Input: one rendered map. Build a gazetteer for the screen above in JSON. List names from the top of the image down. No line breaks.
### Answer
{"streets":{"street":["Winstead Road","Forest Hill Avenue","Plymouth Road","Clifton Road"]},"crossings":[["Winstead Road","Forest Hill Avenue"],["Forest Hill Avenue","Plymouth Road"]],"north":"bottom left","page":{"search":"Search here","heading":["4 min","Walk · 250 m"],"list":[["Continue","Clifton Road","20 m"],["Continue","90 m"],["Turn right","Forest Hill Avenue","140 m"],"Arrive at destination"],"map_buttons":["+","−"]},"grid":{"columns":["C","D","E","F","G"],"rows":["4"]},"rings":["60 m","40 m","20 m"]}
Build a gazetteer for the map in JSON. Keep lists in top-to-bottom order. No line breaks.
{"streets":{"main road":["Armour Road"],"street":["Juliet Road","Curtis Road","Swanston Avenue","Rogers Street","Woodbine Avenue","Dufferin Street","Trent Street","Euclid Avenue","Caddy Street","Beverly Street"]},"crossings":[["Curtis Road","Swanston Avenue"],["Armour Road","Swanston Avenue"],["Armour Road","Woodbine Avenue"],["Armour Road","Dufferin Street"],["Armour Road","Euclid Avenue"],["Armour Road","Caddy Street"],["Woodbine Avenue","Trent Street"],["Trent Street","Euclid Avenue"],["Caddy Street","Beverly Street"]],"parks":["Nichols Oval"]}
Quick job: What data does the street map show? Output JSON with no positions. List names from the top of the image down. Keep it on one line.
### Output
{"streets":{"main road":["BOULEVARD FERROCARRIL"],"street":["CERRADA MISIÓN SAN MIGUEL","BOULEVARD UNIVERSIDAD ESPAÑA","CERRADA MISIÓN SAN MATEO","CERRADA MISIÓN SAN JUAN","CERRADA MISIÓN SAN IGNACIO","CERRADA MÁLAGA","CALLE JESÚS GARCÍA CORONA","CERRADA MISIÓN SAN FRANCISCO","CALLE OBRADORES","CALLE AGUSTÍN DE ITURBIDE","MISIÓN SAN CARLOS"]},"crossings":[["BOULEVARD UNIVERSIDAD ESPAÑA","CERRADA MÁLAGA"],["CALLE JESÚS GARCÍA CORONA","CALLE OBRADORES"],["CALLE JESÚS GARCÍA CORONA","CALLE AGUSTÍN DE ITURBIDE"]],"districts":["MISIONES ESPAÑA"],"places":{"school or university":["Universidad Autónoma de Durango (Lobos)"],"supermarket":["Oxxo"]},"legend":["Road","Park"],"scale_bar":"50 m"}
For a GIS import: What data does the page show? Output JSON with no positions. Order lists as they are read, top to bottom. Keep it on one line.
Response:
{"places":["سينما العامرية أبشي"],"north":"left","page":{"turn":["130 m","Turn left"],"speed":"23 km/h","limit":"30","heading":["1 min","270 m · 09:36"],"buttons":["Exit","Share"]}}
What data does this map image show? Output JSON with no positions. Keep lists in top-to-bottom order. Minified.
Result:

**What to work on**
Set out every line from the material that contains the string "show".

**Result of the task**
Quick job: What data does the street map show? Output JSON with no positions. List names from the top of the image down. Keep it on one line.
For a GIS import: What data does the page show? Output JSON with no positions. Order lists as they are read, top to bottom. Keep it on one line.
What data does this map image show? Output JSON with no positions. Keep lists in top-to-bottom order. Minified.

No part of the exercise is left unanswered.